Der erste Schritt ist die sorgfältige Vorbereitung der Zutaten. Hierbei ist es wichtig, dass alle Gefäße, die zum Verarbeiten und Lagern des Likörs dienen, keimfrei sind. In Quelle [4] wird ausdrücklich empfohlen, das große, verschließbare Gefäß (etwa 2 Liter Inhalt) zuvor mit heißem Wasser auszuwaschen. Dies dient der Desinfektion und verhindert das Wachstum von Bakterien und Schimmelpilzen, die den Likör verderben könnten. In Quelle [2] wird dasselbe Verfahren empfohlen: Das Gefäß sollte mit heißem Wasser ausgespült werden, um es keimfrei zu machen.

Anschließend werden die schwarzen Johannisbeeren sorgfältig gewaschen und von den Stielen befreit. Laut Quelle [2] ist es ratsam, die Beeren mit der Rückseite eines Löffels oder einem Kartoffelstampfer zu quetschen, damit Saft austreten kann. Die Menge der Beeren ist dabei entscheidend: In einigen Rezepturen werden 500 Gramm, in anderen 750 Gramm verwendet. Die genaue Menge beeinflusst die Dichte des Endprodukts. Nach der Zerkleinerung werden die Beeren in das vorbereitete Gefäß gegeben.

Im nächsten Schritt werden die übrigen Zutaten hinzugefügt. Dazu zählen der Alkohol (z. B. Kirschgeist), der fein gemahlene Zucker, gegebenenfalls Zitronensäure, Zitronensaft und gegebenenfalls Gewürze wie Ingwerpulver. In Quelle [2] wird ausdrücklich darauf hingewiesen, dass das Ingwerpulver nur gegebenenfalls hinzugefügt werden sollte. Die Mischung ist danach gut zu verrühren, damit sich der Zucker auflöst.

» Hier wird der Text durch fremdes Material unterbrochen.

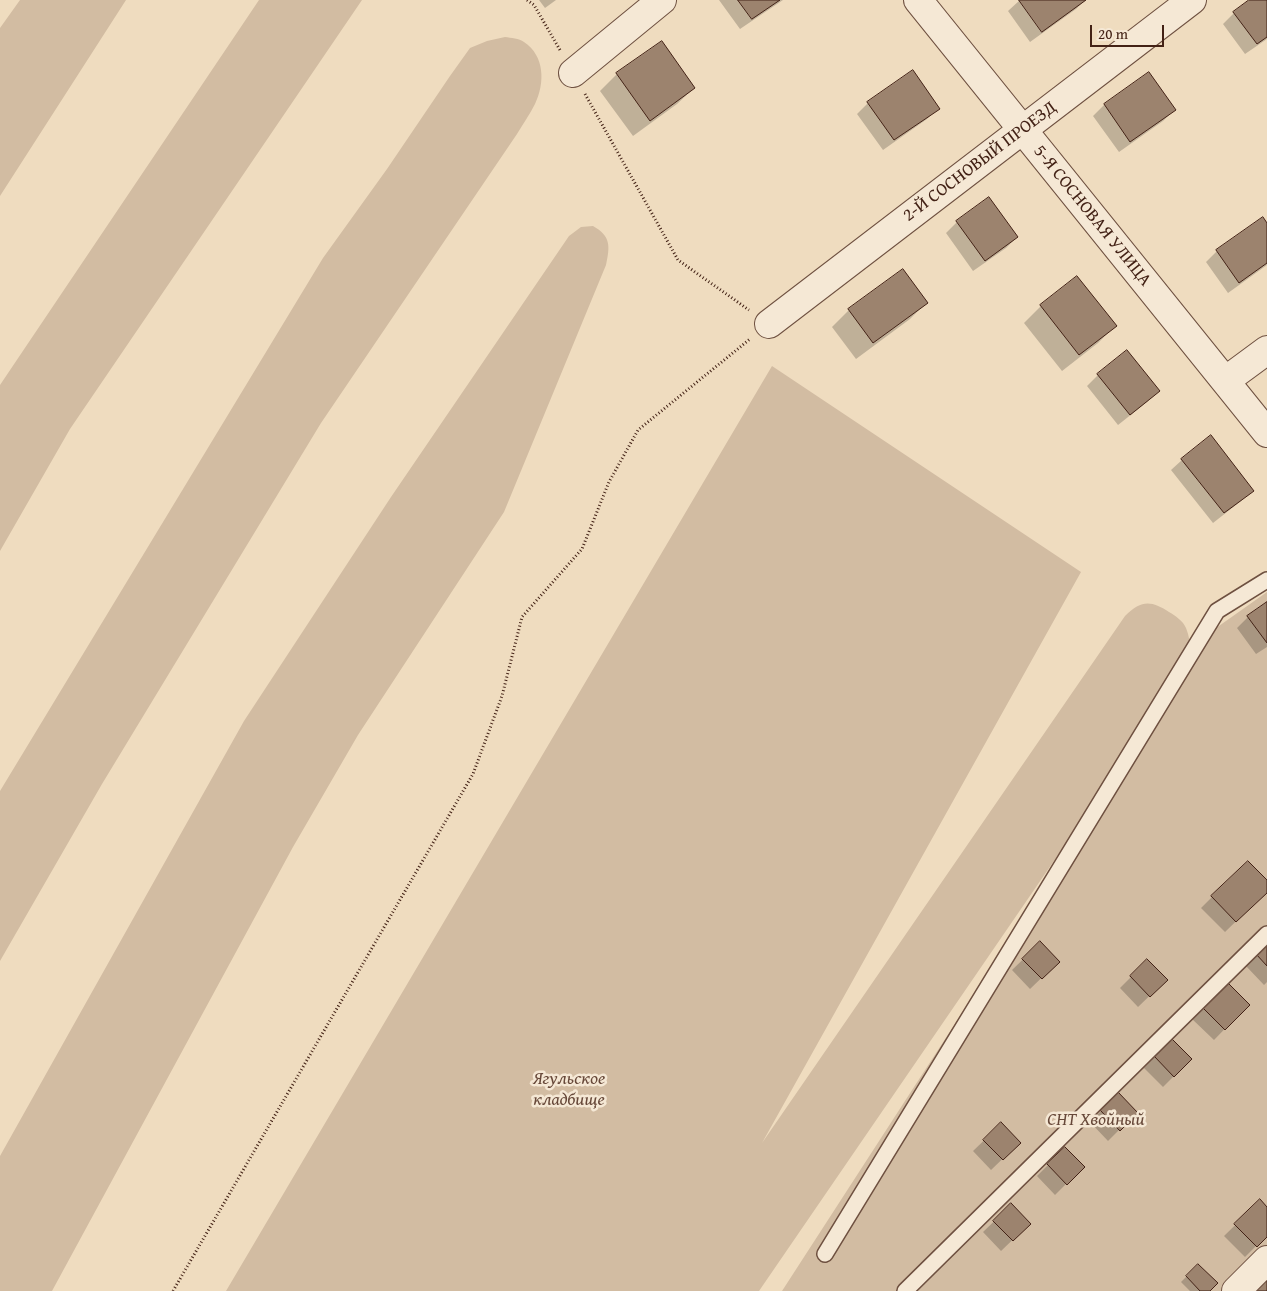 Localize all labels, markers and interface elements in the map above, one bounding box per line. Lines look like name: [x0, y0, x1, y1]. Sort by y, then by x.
scale bar: [1092, 15, 1166, 47]
text: 20 m: [1098, 23, 1128, 44]
street label: 2-Й СОСНОВЫЙ ПРОЕЗД: [899, 97, 1061, 227]
street label: 5-Я СОСНОВАЯ УЛИЦА: [1028, 141, 1156, 291]
park label: Ягульское кладбище: [533, 1068, 605, 1110]
park label: СНТ Хвойный: [1047, 1109, 1145, 1131]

Anschließend erfolgt der längste Schritt: Das Einlegen. Das Gefäß wird abgedeckt und mindestens zwei Wochen, idealerweise vier Wochen, an einem kühlen, dunklen Ort gelagert. In dieser Zeit durchdringt sich das Aroma der Johannisbeere mit dem Alkohol und den anderen Zutaten. Wichtig ist, dass das Gefäß gelegentlich geschüttelt wird, um eine gleichmäßige Verteilung des Säuregehalts und der Zuckeranteile zu gewährleisten. In Quelle [2] wird ausdrücklich darauf hingewiesen, dass das Gefäß ab und zu bewegt werden sollte.

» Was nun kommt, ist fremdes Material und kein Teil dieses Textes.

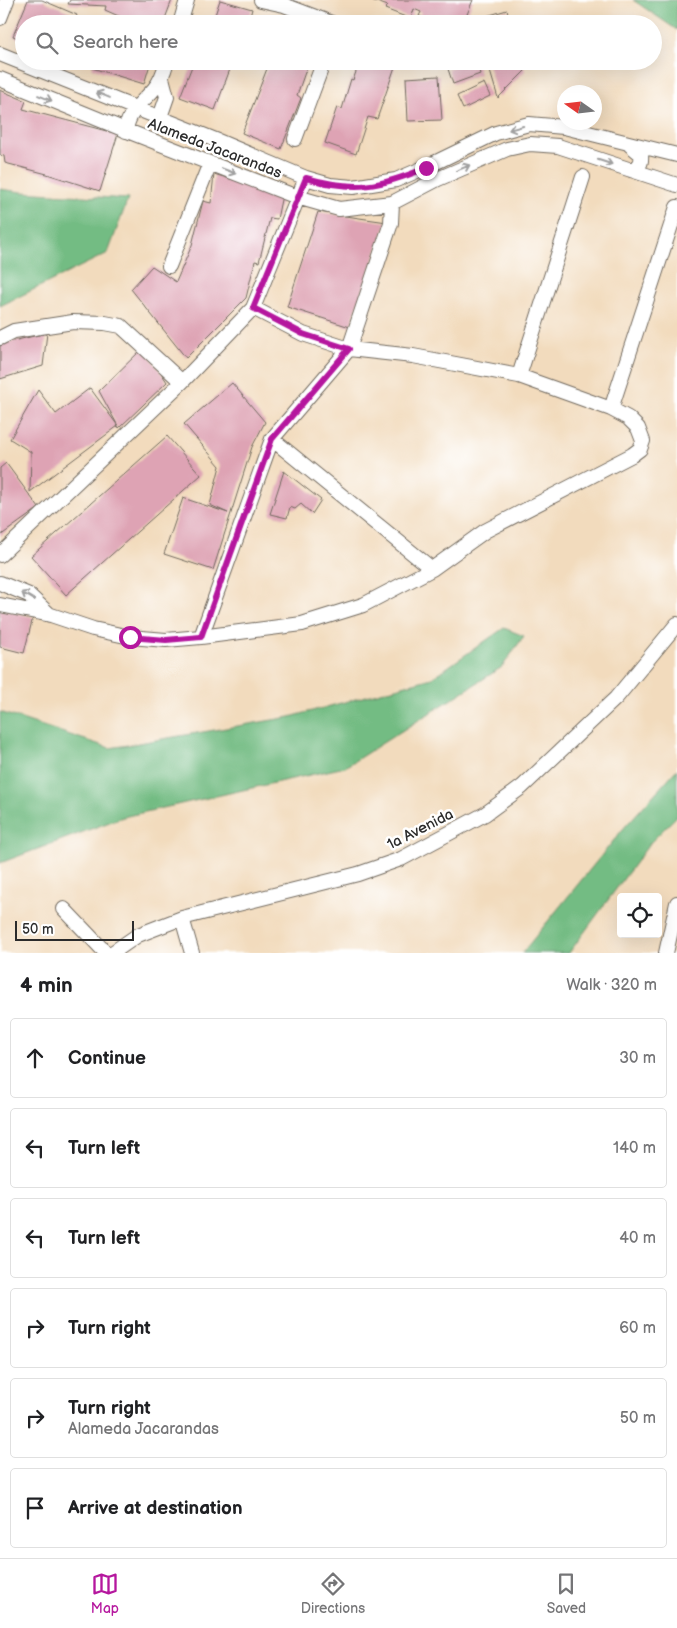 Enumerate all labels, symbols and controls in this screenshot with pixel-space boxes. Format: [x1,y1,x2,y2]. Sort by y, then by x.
search box [15,15,662,70]
icon: search [33,29,61,57]
text: Search here [73,31,178,54]
north arrow [557,85,602,130]
one-way arrow [95,90,111,99]
one-way arrow [37,93,52,103]
street label: Alameda Jacarandas [145,114,285,183]
one-way arrow [508,124,524,133]
route end [415,157,438,180]
one-way arrow [596,157,612,167]
one-way arrow [455,163,470,173]
one-way arrow [221,167,236,176]
one-way arrow [21,590,35,600]
route start [119,626,142,649]
street label: 1a Avenida [384,805,457,854]
map controls [617,893,662,938]
button: locate [617,893,662,938]
scale bar [15,918,134,941]
text: 50 m [22,921,54,938]
text: 4 min [20,973,73,998]
text: Walk · 320 m [566,976,657,995]
icon: ahead [21,1044,49,1072]
text: Continue [68,1047,146,1070]
text: 30 m [619,1049,656,1068]
icon: left [21,1134,49,1162]
text: Turn left [68,1137,140,1160]
text: 140 m [613,1139,656,1158]
icon: left [21,1224,49,1252]
text: Turn left [68,1227,140,1250]
text: 40 m [619,1229,656,1248]
icon: right [21,1314,49,1342]
text: Turn right [68,1317,151,1340]
text: 60 m [619,1319,656,1338]
text: Turn right [68,1397,151,1420]
icon: right [21,1404,49,1432]
text: 50 m [620,1409,656,1428]
text: Alameda Jacarandas [68,1420,219,1439]
icon: arrive [21,1494,49,1522]
text: Arrive at destination [68,1497,243,1520]
tab: Map [91,1570,119,1617]
tab: Directions [301,1570,365,1617]
tab: Saved [547,1570,586,1617]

Nach Ablauf der Einlegedauer wird der Likör durch ein Sieb oder ein sauberes Passiertuch gefiltert. Dieser Vorgang muss so lange dauern, bis der Likör klar und frei von Schwebeteilchen ist. Quelle [2] empfiehlt, den Likör durch Kaffeefilter oder ein sauberes Passiertuch zu filtern, um eine klare Optik zu erzielen. Danach wird der Likör mit kalt abgekochtem Wasser und Zitronensaft vermischt, um die endgültige Stärke und den Geschmack abzustimmen. In Quelle [2] wird davor gewarnt, den Likör zuerst zu mischen, da sonst die Haltbarkeit leidet.

Abschließend erfolgt die endgültige Abfüllung. Die Flaschen und Verschlüsse (z. B. Twist-off-Verschlüsse) müssen vor der Verwendung ebenfalls gründlich gereinigt werden. Dazu eignen sich zum Beispiel Reinigungskügelchen, die in jede Ecke gelangen und die Flaschen keimfrei machen. In Quelle [4] wird empfohlen, die Flaschen und Deckel zuvor auszukochen oder mit heißem Wasser auszuspülen. Danach wird der Likör in die vorbereiteten Flaschen abgefüllt, verschlossen und an einem kühlen Ort gelagert.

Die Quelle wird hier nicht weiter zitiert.